───── Material shown
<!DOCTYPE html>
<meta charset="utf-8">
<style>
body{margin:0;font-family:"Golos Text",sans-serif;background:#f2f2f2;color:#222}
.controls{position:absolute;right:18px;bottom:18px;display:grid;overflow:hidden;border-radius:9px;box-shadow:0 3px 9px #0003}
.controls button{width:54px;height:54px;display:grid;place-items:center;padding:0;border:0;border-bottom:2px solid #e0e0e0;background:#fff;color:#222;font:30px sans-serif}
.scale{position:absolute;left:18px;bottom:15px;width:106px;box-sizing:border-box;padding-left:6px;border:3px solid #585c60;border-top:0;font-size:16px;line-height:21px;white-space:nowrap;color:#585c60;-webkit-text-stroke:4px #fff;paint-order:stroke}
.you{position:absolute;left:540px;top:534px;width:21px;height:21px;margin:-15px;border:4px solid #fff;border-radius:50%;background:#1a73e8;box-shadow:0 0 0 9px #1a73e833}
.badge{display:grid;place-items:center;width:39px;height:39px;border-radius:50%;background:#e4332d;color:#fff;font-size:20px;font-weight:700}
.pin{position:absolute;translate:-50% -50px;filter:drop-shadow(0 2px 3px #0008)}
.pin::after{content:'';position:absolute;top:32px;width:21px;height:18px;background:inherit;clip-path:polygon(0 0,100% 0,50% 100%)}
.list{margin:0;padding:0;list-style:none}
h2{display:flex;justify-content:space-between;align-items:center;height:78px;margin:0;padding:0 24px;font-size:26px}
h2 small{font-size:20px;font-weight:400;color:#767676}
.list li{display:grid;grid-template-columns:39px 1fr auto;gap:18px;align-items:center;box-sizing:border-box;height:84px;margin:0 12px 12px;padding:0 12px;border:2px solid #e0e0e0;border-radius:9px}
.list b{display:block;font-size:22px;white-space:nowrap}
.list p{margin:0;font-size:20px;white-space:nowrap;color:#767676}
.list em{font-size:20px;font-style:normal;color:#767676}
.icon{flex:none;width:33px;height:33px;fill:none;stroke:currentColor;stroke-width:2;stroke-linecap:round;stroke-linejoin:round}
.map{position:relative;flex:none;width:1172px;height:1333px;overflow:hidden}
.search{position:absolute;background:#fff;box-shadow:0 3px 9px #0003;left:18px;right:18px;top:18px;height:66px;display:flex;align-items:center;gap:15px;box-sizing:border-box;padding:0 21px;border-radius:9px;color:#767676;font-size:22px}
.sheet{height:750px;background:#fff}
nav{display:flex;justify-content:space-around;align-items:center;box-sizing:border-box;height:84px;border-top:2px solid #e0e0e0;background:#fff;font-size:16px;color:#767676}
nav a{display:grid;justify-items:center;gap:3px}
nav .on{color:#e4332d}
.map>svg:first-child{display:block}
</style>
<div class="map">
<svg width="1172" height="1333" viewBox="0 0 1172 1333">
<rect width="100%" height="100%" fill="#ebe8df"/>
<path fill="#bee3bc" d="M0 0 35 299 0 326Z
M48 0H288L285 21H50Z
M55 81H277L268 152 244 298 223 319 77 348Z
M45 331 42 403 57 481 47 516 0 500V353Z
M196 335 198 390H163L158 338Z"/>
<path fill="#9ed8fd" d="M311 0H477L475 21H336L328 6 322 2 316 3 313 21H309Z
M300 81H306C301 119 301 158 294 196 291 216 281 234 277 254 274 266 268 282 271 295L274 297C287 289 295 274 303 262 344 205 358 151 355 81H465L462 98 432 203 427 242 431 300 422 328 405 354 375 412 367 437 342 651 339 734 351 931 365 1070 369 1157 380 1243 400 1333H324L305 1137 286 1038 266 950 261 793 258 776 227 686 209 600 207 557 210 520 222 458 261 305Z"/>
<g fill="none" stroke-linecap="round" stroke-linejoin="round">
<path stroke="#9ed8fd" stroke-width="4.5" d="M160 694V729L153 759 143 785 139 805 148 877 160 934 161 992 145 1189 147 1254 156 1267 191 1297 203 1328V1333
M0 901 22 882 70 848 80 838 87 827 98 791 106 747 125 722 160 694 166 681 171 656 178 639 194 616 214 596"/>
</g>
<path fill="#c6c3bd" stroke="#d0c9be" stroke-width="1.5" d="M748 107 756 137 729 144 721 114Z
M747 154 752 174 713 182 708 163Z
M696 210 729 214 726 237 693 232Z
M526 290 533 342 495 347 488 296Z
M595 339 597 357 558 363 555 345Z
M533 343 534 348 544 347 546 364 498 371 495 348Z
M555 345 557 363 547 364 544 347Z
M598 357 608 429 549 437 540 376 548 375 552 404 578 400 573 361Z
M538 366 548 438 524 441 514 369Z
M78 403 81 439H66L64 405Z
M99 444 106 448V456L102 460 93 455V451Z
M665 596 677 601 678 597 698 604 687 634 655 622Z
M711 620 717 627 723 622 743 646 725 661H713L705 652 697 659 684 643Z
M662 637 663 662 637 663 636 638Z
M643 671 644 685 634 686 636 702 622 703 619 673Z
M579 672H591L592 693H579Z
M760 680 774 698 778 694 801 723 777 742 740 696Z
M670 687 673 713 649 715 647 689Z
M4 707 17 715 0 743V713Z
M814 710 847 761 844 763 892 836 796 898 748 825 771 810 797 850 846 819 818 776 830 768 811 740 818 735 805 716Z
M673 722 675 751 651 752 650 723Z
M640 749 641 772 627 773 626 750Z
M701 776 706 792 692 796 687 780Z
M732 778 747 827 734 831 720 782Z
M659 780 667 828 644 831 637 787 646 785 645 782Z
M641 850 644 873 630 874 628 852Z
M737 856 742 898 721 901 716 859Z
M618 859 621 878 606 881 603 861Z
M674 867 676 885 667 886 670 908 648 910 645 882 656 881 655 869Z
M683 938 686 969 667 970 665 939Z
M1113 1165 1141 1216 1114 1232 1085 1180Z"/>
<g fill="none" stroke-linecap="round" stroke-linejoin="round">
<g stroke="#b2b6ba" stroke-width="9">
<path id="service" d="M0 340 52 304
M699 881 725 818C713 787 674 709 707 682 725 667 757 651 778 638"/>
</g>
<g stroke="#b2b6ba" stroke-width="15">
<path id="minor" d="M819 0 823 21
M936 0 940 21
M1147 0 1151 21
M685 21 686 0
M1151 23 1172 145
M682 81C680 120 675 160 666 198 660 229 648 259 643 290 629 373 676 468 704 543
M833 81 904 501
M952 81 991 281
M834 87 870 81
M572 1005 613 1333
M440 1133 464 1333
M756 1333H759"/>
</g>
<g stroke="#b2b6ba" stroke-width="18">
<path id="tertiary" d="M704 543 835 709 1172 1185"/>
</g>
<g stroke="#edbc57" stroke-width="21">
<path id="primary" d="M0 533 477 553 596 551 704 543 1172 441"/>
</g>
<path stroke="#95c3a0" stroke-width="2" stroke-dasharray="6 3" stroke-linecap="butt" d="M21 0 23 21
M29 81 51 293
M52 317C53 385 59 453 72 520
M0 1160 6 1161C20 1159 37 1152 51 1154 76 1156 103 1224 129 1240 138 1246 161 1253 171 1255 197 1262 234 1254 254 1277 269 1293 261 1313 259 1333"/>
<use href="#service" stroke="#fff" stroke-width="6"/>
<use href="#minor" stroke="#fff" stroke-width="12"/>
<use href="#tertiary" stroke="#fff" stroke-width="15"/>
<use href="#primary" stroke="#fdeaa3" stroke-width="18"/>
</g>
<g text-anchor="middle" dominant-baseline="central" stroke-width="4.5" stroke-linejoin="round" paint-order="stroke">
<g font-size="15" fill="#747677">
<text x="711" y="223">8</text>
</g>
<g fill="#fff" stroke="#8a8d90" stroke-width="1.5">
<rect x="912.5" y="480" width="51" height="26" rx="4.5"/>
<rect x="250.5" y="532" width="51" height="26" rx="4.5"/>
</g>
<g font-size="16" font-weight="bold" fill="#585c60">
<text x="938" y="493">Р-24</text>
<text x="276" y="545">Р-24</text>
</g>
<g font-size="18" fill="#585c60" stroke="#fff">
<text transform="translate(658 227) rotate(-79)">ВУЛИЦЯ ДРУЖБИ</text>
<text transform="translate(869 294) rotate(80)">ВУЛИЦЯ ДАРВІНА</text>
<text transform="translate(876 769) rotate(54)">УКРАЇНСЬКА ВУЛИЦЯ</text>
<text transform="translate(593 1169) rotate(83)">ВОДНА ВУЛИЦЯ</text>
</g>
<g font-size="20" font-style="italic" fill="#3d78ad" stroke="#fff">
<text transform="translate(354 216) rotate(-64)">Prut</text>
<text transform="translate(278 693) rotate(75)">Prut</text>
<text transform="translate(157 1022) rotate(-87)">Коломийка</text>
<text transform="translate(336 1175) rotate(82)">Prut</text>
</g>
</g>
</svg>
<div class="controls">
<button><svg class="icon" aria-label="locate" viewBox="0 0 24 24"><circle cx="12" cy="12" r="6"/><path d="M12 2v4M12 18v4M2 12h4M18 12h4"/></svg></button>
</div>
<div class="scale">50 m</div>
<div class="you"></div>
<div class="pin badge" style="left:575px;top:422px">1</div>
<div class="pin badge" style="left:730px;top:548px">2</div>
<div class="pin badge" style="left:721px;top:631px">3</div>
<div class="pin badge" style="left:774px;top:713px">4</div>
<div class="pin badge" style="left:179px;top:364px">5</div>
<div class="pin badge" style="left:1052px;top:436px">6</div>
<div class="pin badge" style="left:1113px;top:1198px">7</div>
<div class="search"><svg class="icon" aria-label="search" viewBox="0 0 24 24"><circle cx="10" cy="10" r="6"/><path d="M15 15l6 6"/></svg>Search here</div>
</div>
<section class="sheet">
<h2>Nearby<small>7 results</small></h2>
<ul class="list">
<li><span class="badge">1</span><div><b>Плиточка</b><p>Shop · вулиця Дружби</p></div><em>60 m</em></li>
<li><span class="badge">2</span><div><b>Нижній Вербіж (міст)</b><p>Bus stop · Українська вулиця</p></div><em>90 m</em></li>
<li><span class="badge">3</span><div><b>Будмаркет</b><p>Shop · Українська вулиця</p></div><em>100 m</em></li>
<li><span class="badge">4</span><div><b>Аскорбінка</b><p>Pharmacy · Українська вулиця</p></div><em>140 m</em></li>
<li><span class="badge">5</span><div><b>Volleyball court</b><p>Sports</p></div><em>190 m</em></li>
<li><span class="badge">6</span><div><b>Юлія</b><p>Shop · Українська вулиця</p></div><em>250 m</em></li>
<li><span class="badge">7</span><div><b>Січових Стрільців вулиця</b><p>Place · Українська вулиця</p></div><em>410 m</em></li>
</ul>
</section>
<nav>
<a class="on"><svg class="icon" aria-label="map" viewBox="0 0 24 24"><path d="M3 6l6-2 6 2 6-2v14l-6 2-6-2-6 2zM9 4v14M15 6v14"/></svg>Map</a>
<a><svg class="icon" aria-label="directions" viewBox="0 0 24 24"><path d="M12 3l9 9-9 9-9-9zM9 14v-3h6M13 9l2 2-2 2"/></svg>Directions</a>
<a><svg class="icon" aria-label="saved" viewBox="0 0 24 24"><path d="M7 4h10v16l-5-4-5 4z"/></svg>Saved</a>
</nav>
──────────
Exercise:
Would you retype the lines of the data above, from the one holding "3l9 9-9 9-9-9zM9" through its final line, exactly and without adding any other line?

Expected answer:
<a><svg class="icon" aria-label="directions" viewBox="0 0 24 24"><path d="M12 3l9 9-9 9-9-9zM9 14v-3h6M13 9l2 2-2 2"/></svg>Directions</a>
<a><svg class="icon" aria-label="saved" viewBox="0 0 24 24"><path d="M7 4h10v16l-5-4-5 4z"/></svg>Saved</a>
</nav>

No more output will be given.